- _Instructions for the task_
Transcribe every entry verbatim; omit pictures.

____

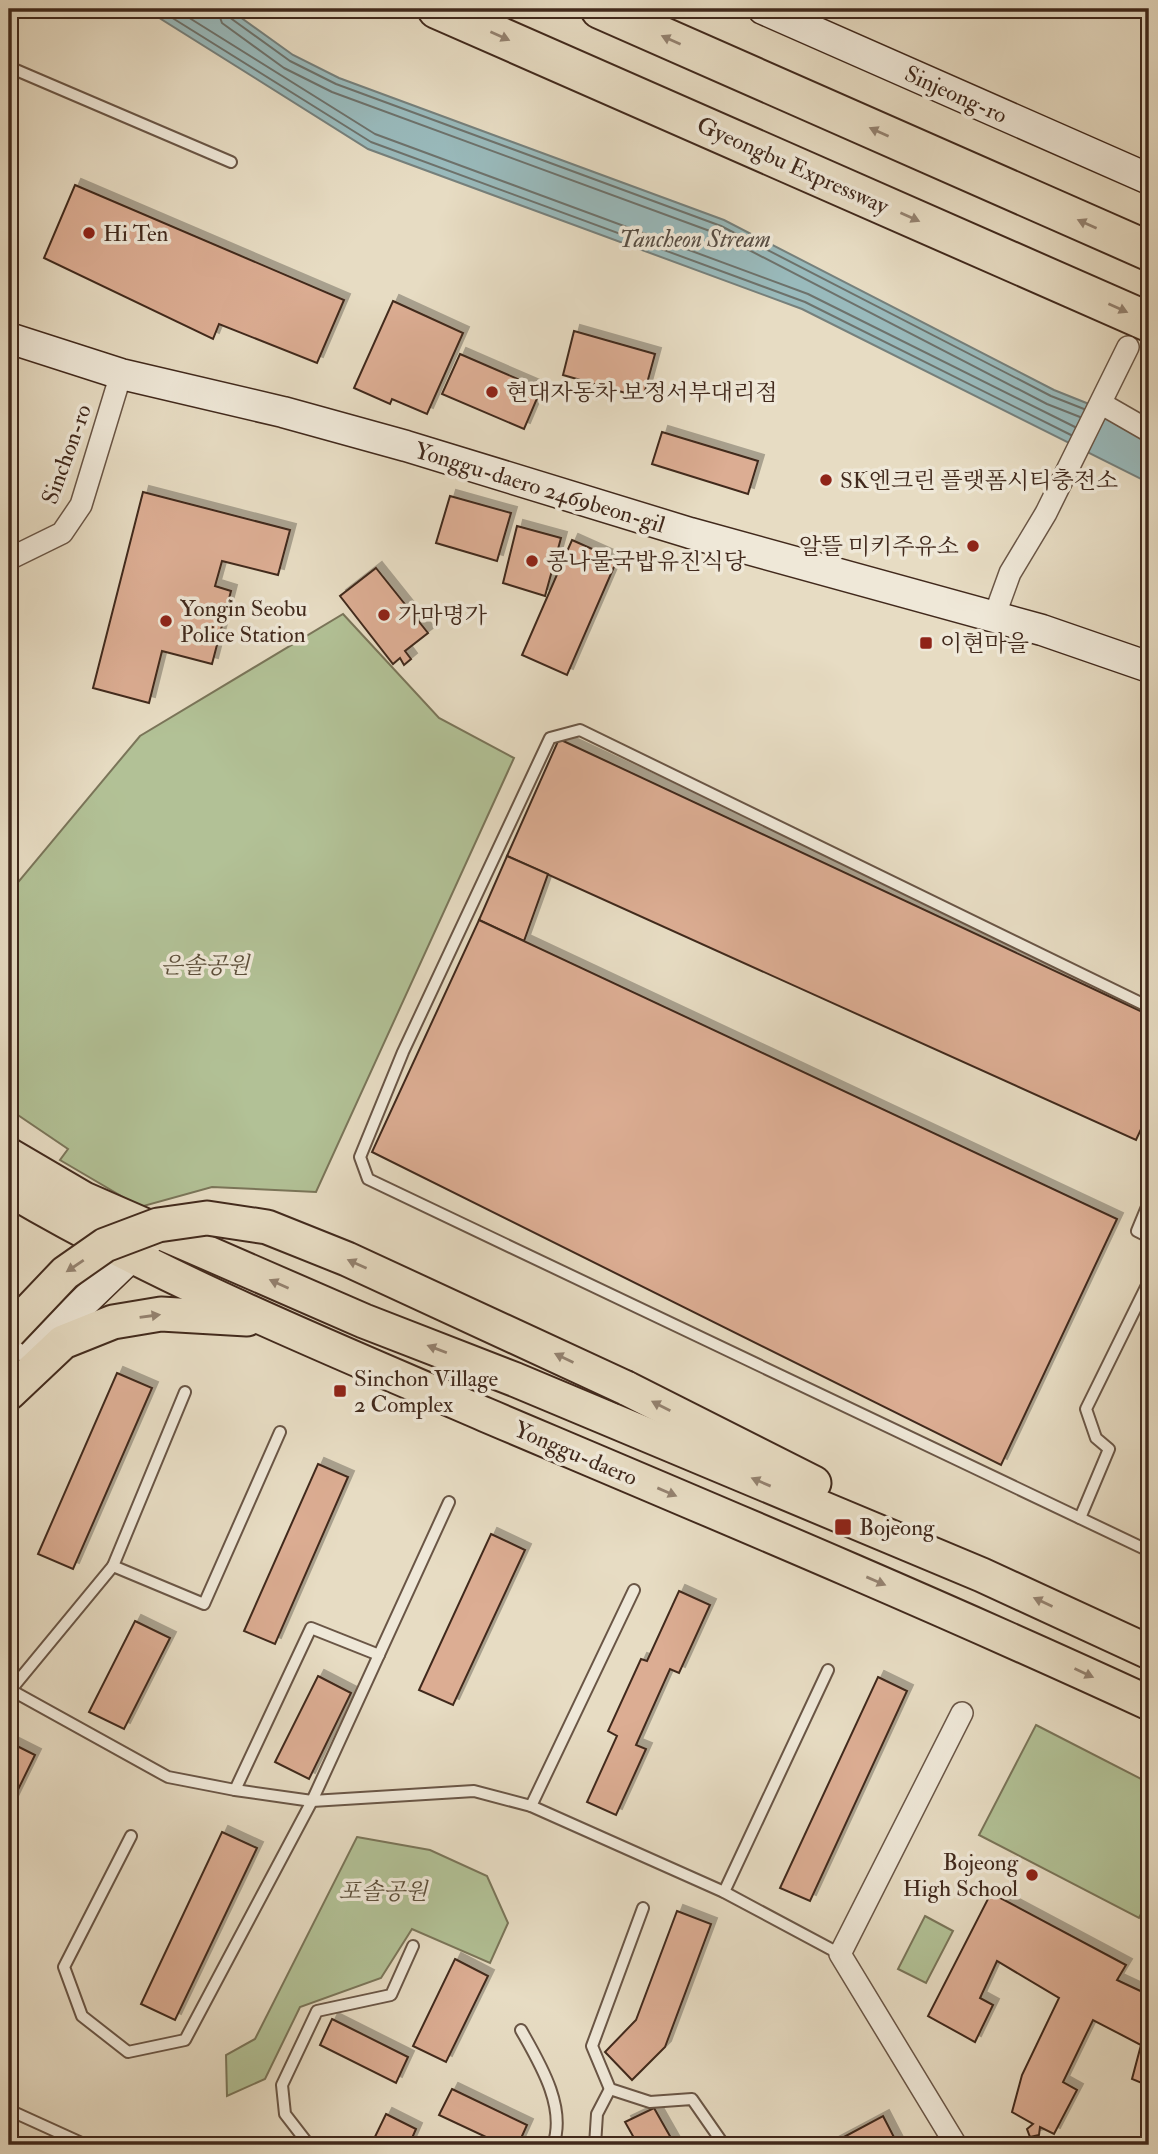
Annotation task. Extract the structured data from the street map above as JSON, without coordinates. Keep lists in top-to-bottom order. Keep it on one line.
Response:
{"streets":{"highway":["Gyeongbu Expressway"],"main road":["Yonggu-daero"],"street":["Sinjeong-ro","Sinchon-ro","Yonggu-daero 2469beon-gil"]},"crossings":[["Sinchon-ro","Yonggu-daero 2469beon-gil"]],"water":["Tancheon Stream"],"parks":["은솔공원","포솔공원"],"places":{"other":["Hi Ten","현대자동차 보정서부대리점","SK엔크린 플랫폼시티충전소","알뜰 미키주유소","콩나물국밥유진식당","가마명가","Yongin Seobu Police Station","Bojeong High School"],"transit":["이현마을","Sinchon Village 2 Complex","Bojeong"]}}
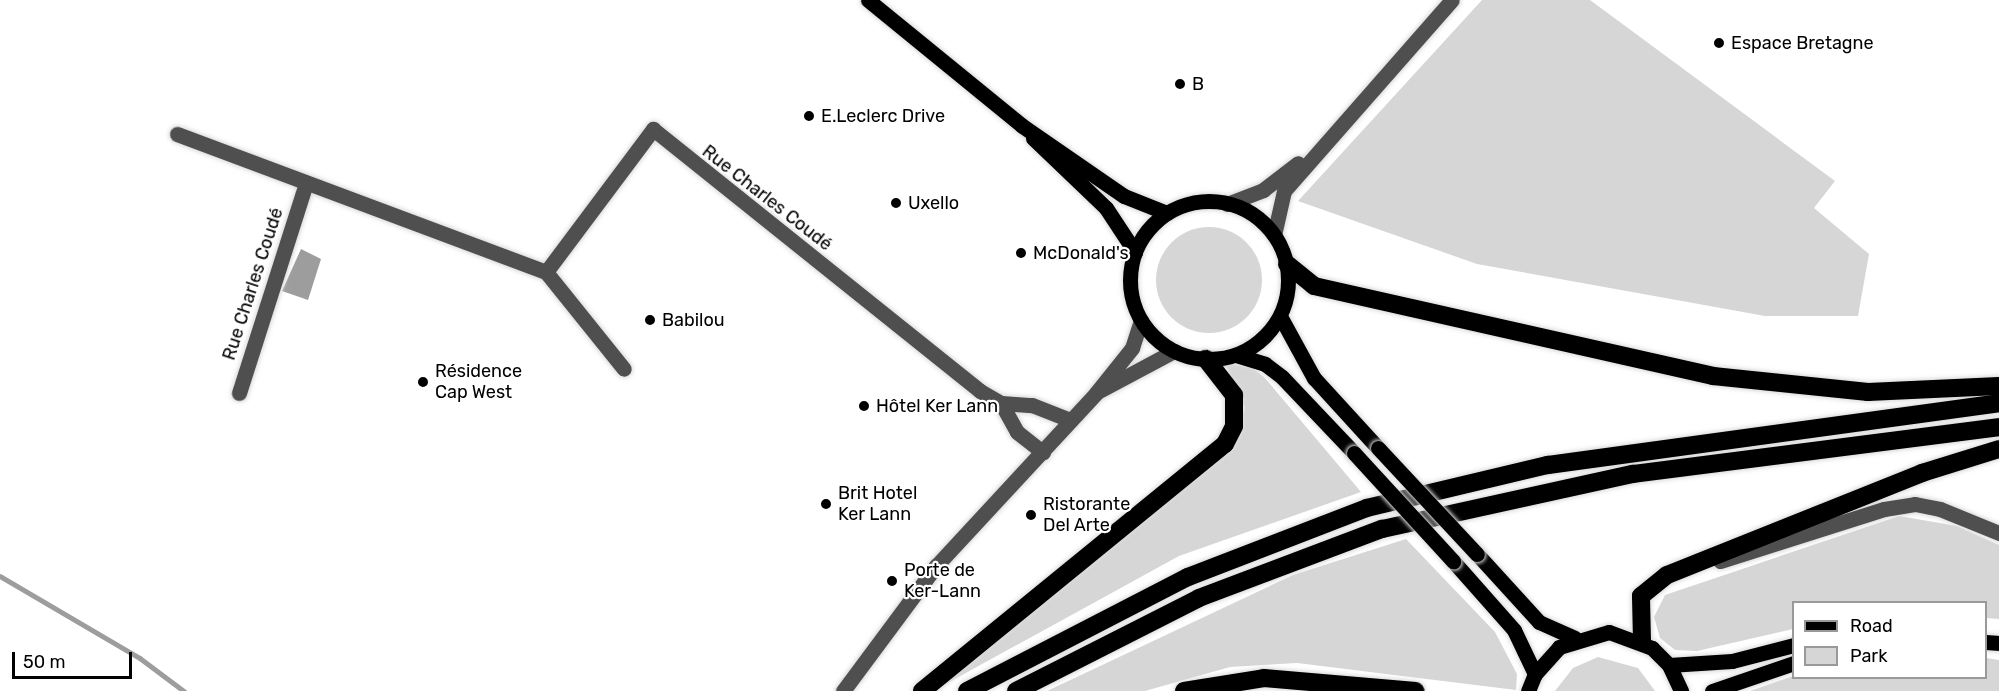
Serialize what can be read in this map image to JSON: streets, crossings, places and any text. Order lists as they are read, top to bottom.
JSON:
{
  "streets": {
    "street": ["Rue Charles Coudé"]
  },
  "places": [
    "Espace Bretagne",
    "B",
    "E.Leclerc Drive",
    "Uxello",
    "McDonald's",
    "Babilou",
    "Résidence Cap West",
    "Hôtel Ker Lann",
    "Brit Hotel Ker Lann",
    "Ristorante Del Arte",
    "Porte de Ker-Lann"
  ],
  "legend": ["Road", "Park"],
  "scale_bar": "50 m"
}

____

- _Answer to this exercise_
Annotation task. Extract the structured data from the street map above as JSON, without coordinates. Keep lists in top-to-bottom order. Keep it on one line.
Response:
{"streets":{"highway":["Gyeongbu Expressway"],"main road":["Yonggu-daero"],"street":["Sinjeong-ro","Sinchon-ro","Yonggu-daero 2469beon-gil"]},"crossings":[["Sinchon-ro","Yonggu-daero 2469beon-gil"]],"water":["Tancheon Stream"],"parks":["은솔공원","포솔공원"],"places":{"other":["Hi Ten","현대자동차 보정서부대리점","SK엔크린 플랫폼시티충전소","알뜰 미키주유소","콩나물국밥유진식당","가마명가","Yongin Seobu Police Station","Bojeong High School"],"transit":["이현마을","Sinchon Village 2 Complex","Bojeong"]}}
Serialize what can be read in this map image to JSON: streets, crossings, places and any text. Order lists as they are read, top to bottom.
JSON:
{
  "streets": {
    "street": ["Rue Charles Coudé"]
  },
  "places": [
    "Espace Bretagne",
    "B",
    "E.Leclerc Drive",
    "Uxello",
    "McDonald's",
    "Babilou",
    "Résidence Cap West",
    "Hôtel Ker Lann",
    "Brit Hotel Ker Lann",
    "Ristorante Del Arte",
    "Porte de Ker-Lann"
  ],
  "legend": ["Road", "Park"],
  "scale_bar": "50 m"
}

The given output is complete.